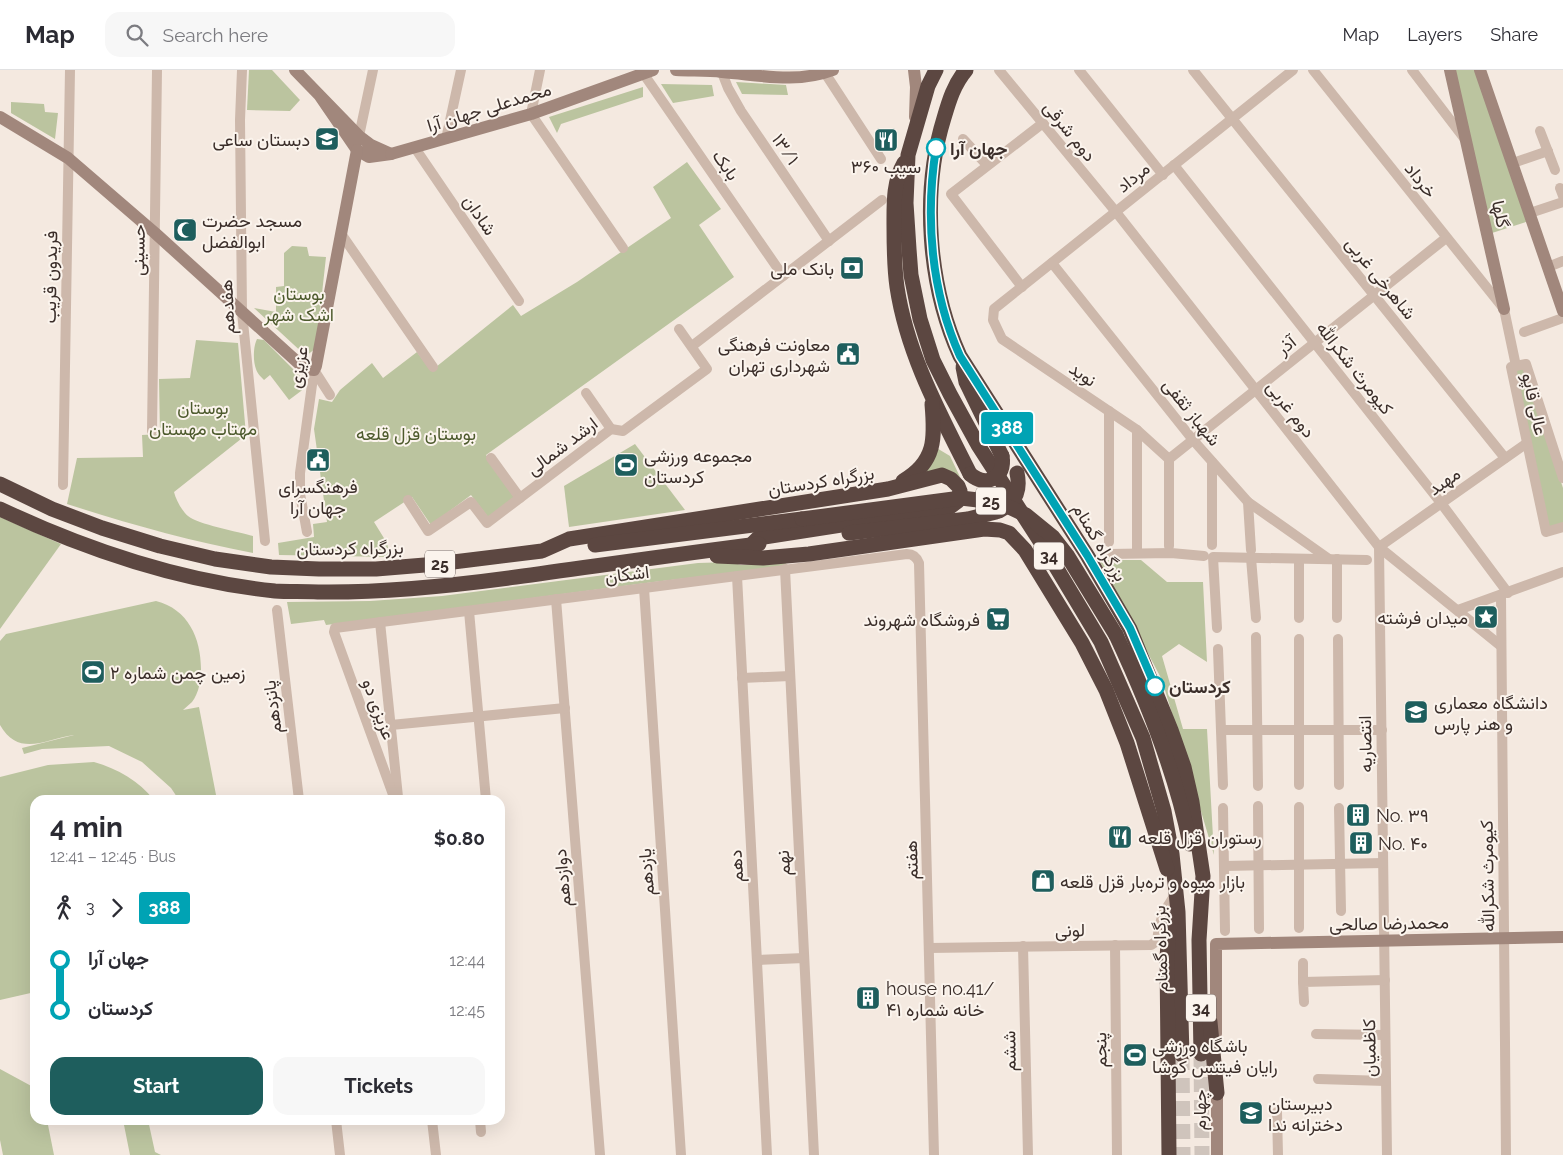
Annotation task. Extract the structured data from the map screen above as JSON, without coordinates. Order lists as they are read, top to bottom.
{
  "streets": {
    "highway": [
      "بزرگراه کردستان",
      "25",
      "بزرگراه گمنام",
      "34"
    ],
    "street": [
      "محمدعلی جهان آرا",
      "دوم شرقی",
      "۱۳/۱",
      "بابک",
      "مرداد",
      "خرداد",
      "گلها",
      "شادان",
      "حسینی",
      "فریدون قریب",
      "شاهرخی غربی",
      "هفدهم",
      "آذر",
      "عزیزی",
      "کیومرث شکرالله",
      "نوید",
      "عالی قاپو",
      "دوم غربی",
      "شهباز ثقفی",
      "ارشد شمالی",
      "مهبد",
      "اشکان",
      "پانزدهم",
      "عزیزی دو",
      "انتصاریه",
      "هفتم",
      "نهم",
      "دهم",
      "یازدهم",
      "دوازدهم",
      "محمدرضا صالحی",
      "لونی",
      "کاظمیان",
      "پنجم",
      "ششم",
      "چهارم"
    ]
  },
  "crossings": [
    ["محمدعلی جهان آرا", "بابک"],
    ["محمدعلی جهان آرا", "شادان"],
    ["محمدعلی جهان آرا", "عزیزی"],
    ["دوم شرقی", "مرداد"],
    ["دوم شرقی", "دوم غربی"],
    ["مرداد", "شاهرخی غربی"],
    ["مرداد", "کیومرث شکرالله"],
    ["مرداد", "نوید"],
    ["مرداد", "دوم غربی"],
    ["مرداد", "شهباز ثقفی"],
    ["خرداد", "گلها"],
    ["خرداد", "آذر"],
    ["گلها", "عالی قاپو"],
    ["شاهرخی غربی", "آذر"],
    ["شاهرخی غربی", "مهبد"],
    ["آذر", "کیومرث شکرالله"],
    ["آذر", "نوید"],
    ["آذر", "دوم غربی"],
    ["آذر", "شهباز ثقفی"],
    ["کیومرث شکرالله", "دوم غربی"],
    ["کیومرث شکرالله", "مهبد"],
    ["کیومرث شکرالله", "محمدرضا صالحی"],
    ["عالی قاپو", "مهبد"],
    ["دوم غربی", "مهبد"],
    ["دوم غربی", "انتصاریه"],
    ["بزرگراه کردستان", "25"],
    ["مهبد", "انتصاریه"],
    ["25", "بزرگراه گمنام"],
    ["بزرگراه گمنام", "لونی"],
    ["اشکان", "عزیزی دو"],
    ["اشکان", "هفتم"],
    ["اشکان", "نهم"],
    ["اشکان", "دهم"],
    ["اشکان", "یازدهم"],
    ["اشکان", "دوازدهم"],
    ["انتصاریه", "محمدرضا صالحی"],
    ["انتصاریه", "کاظمیان"],
    ["هفتم", "لونی"],
    ["محمدرضا صالحی", "کاظمیان"],
    ["محمدرضا صالحی", "چهارم"],
    ["لونی", "پنجم"],
    ["لونی", "ششم"]
  ],
  "parks": ["بوستان اشک شهر", "بوستان مهتاب مهستان", "بوستان قزل قلعه"],
  "places": {
    "school or university": ["دبستان ساعی", "دانشگاه معماری و هنر پارس", "دبیرستان دخترانه ندا"],
    "restaurant": ["سیب ۳۶۰", "رستوران قزل قلعه"],
    "other": ["جهان آرا", "کردستان"],
    "mosque": ["مسجد حضرت ابوالفضل"],
    "bank": ["بانک ملی"],
    "public building": ["معاونت فرهنگی شهرداری تهران", "فرهنگسرای جهان آرا"],
    "sports": ["مجموعه ورزشی کردستان", "زمین چمن شماره ۲", "باشگاه ورزشی رایان فیتنس کوشا"],
    "place": ["میدان فرشته"],
    "supermarket": ["فروشگاه شهروند"],
    "building": ["No. ۳۹", "No. ۴۰", "house no.41/ خانه شماره ۴۱"],
    "shop": ["بازار میوه و تره‌بار قزل قلعه"]
  },
  "lines": ["bus line 388"],
  "page": {
    "header": "Map",
    "search": "Search here",
    "nav": ["Map", "Layers", "Share"],
    "on_map": "388",
    "heading": ["4 min", "12:41 – 12:45 · Bus", "$0.80"],
    "legs": ["3", "388"],
    "list": [
      {
        "name": "جهان آرا",
        "value": "12:44"
      },
      {
        "name": "کردستان",
        "value": "12:45"
      }
    ],
    "buttons": ["Start", "Tickets"]
  }
}
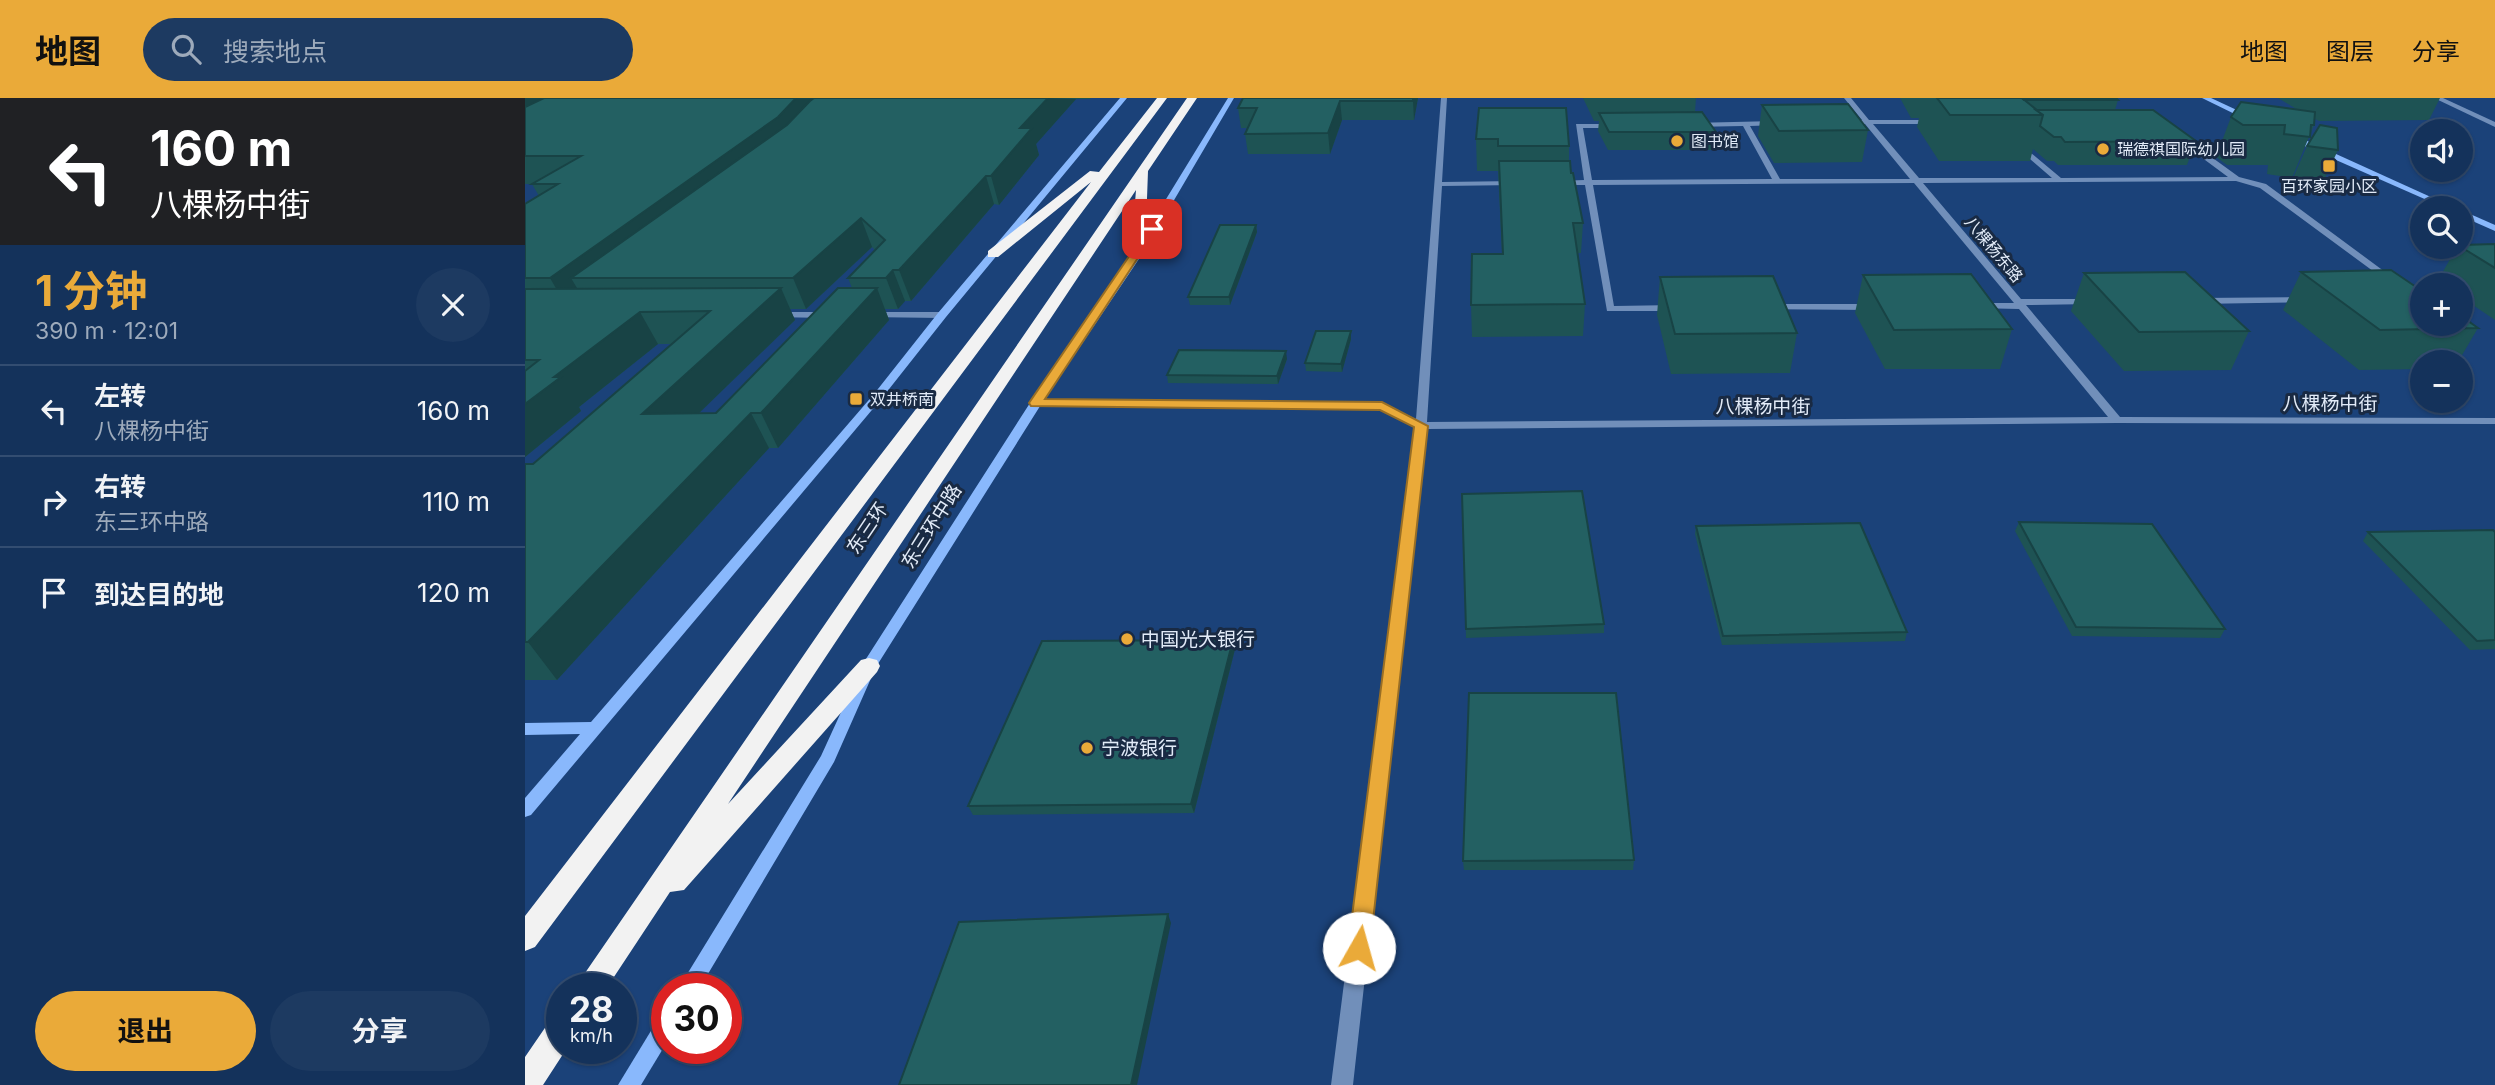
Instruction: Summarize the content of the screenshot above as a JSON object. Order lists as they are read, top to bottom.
{
  "streets": {
    "highway": ["东三环"],
    "street": ["八棵杨东路", "八棵杨中街", "东三环中路"]
  },
  "crossings": [
    ["八棵杨东路", "八棵杨中街"],
    ["八棵杨中街", "东三环中路"]
  ],
  "places": {
    "other": [
      "图书馆",
      "瑞德祺国际幼儿园",
      "中国光大银行",
      "宁波银行"
    ],
    "transit": ["百环家园小区", "双井桥南"]
  },
  "page": {
    "header": "地图",
    "search": "搜索地点",
    "nav": ["地图", "图层", "分享"],
    "turn": ["160 m", "八棵杨中街"],
    "map_buttons": ["+", "−"],
    "heading": ["1 分钟", "390 m · 12:01"],
    "list": [
      {
        "name": "左转",
        "note": "八棵杨中街",
        "value": "160 m"
      },
      {
        "name": "右转",
        "note": "东三环中路",
        "value": "110 m"
      },
      {
        "name": "到达目的地",
        "value": "120 m"
      }
    ],
    "speed": "28 km/h",
    "limit": "30",
    "buttons": ["退出", "分享"]
  }
}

* Exercise details
Everything in the listing must be copied exactly except the pictures.

* Answer for this exercise
Annotation task. Extract the structured data from the map screen above as JSON, without coordinates. Order lists as they are read, top to bottom.
{
  "streets": {
    "highway": [
      "بزرگراه کردستان",
      "25",
      "بزرگراه گمنام",
      "34"
    ],
    "street": [
      "محمدعلی جهان آرا",
      "دوم شرقی",
      "۱۳/۱",
      "بابک",
      "مرداد",
      "خرداد",
      "گلها",
      "شادان",
      "حسینی",
      "فریدون قریب",
      "شاهرخی غربی",
      "هفدهم",
      "آذر",
      "عزیزی",
      "کیومرث شکرالله",
      "نوید",
      "عالی قاپو",
      "دوم غربی",
      "شهباز ثقفی",
      "ارشد شمالی",
      "مهبد",
      "اشکان",
      "پانزدهم",
      "عزیزی دو",
      "انتصاریه",
      "هفتم",
      "نهم",
      "دهم",
      "یازدهم",
      "دوازدهم",
      "محمدرضا صالحی",
      "لونی",
      "کاظمیان",
      "پنجم",
      "ششم",
      "چهارم"
    ]
  },
  "crossings": [
    ["محمدعلی جهان آرا", "بابک"],
    ["محمدعلی جهان آرا", "شادان"],
    ["محمدعلی جهان آرا", "عزیزی"],
    ["دوم شرقی", "مرداد"],
    ["دوم شرقی", "دوم غربی"],
    ["مرداد", "شاهرخی غربی"],
    ["مرداد", "کیومرث شکرالله"],
    ["مرداد", "نوید"],
    ["مرداد", "دوم غربی"],
    ["مرداد", "شهباز ثقفی"],
    ["خرداد", "گلها"],
    ["خرداد", "آذر"],
    ["گلها", "عالی قاپو"],
    ["شاهرخی غربی", "آذر"],
    ["شاهرخی غربی", "مهبد"],
    ["آذر", "کیومرث شکرالله"],
    ["آذر", "نوید"],
    ["آذر", "دوم غربی"],
    ["آذر", "شهباز ثقفی"],
    ["کیومرث شکرالله", "دوم غربی"],
    ["کیومرث شکرالله", "مهبد"],
    ["کیومرث شکرالله", "محمدرضا صالحی"],
    ["عالی قاپو", "مهبد"],
    ["دوم غربی", "مهبد"],
    ["دوم غربی", "انتصاریه"],
    ["بزرگراه کردستان", "25"],
    ["مهبد", "انتصاریه"],
    ["25", "بزرگراه گمنام"],
    ["بزرگراه گمنام", "لونی"],
    ["اشکان", "عزیزی دو"],
    ["اشکان", "هفتم"],
    ["اشکان", "نهم"],
    ["اشکان", "دهم"],
    ["اشکان", "یازدهم"],
    ["اشکان", "دوازدهم"],
    ["انتصاریه", "محمدرضا صالحی"],
    ["انتصاریه", "کاظمیان"],
    ["هفتم", "لونی"],
    ["محمدرضا صالحی", "کاظمیان"],
    ["محمدرضا صالحی", "چهارم"],
    ["لونی", "پنجم"],
    ["لونی", "ششم"]
  ],
  "parks": ["بوستان اشک شهر", "بوستان مهتاب مهستان", "بوستان قزل قلعه"],
  "places": {
    "school or university": ["دبستان ساعی", "دانشگاه معماری و هنر پارس", "دبیرستان دخترانه ندا"],
    "restaurant": ["سیب ۳۶۰", "رستوران قزل قلعه"],
    "other": ["جهان آرا", "کردستان"],
    "mosque": ["مسجد حضرت ابوالفضل"],
    "bank": ["بانک ملی"],
    "public building": ["معاونت فرهنگی شهرداری تهران", "فرهنگسرای جهان آرا"],
    "sports": ["مجموعه ورزشی کردستان", "زمین چمن شماره ۲", "باشگاه ورزشی رایان فیتنس کوشا"],
    "place": ["میدان فرشته"],
    "supermarket": ["فروشگاه شهروند"],
    "building": ["No. ۳۹", "No. ۴۰", "house no.41/ خانه شماره ۴۱"],
    "shop": ["بازار میوه و تره‌بار قزل قلعه"]
  },
  "lines": ["bus line 388"],
  "page": {
    "header": "Map",
    "search": "Search here",
    "nav": ["Map", "Layers", "Share"],
    "on_map": "388",
    "heading": ["4 min", "12:41 – 12:45 · Bus", "$0.80"],
    "legs": ["3", "388"],
    "list": [
      {
        "name": "جهان آرا",
        "value": "12:44"
      },
      {
        "name": "کردستان",
        "value": "12:45"
      }
    ],
    "buttons": ["Start", "Tickets"]
  }
}
Instruction: Summarize the content of the screenshot above as a JSON object. Order lists as they are read, top to bottom.
{
  "streets": {
    "highway": ["东三环"],
    "street": ["八棵杨东路", "八棵杨中街", "东三环中路"]
  },
  "crossings": [
    ["八棵杨东路", "八棵杨中街"],
    ["八棵杨中街", "东三环中路"]
  ],
  "places": {
    "other": [
      "图书馆",
      "瑞德祺国际幼儿园",
      "中国光大银行",
      "宁波银行"
    ],
    "transit": ["百环家园小区", "双井桥南"]
  },
  "page": {
    "header": "地图",
    "search": "搜索地点",
    "nav": ["地图", "图层", "分享"],
    "turn": ["160 m", "八棵杨中街"],
    "map_buttons": ["+", "−"],
    "heading": ["1 分钟", "390 m · 12:01"],
    "list": [
      {
        "name": "左转",
        "note": "八棵杨中街",
        "value": "160 m"
      },
      {
        "name": "右转",
        "note": "东三环中路",
        "value": "110 m"
      },
      {
        "name": "到达目的地",
        "value": "120 m"
      }
    ],
    "speed": "28 km/h",
    "limit": "30",
    "buttons": ["退出", "分享"]
  }
}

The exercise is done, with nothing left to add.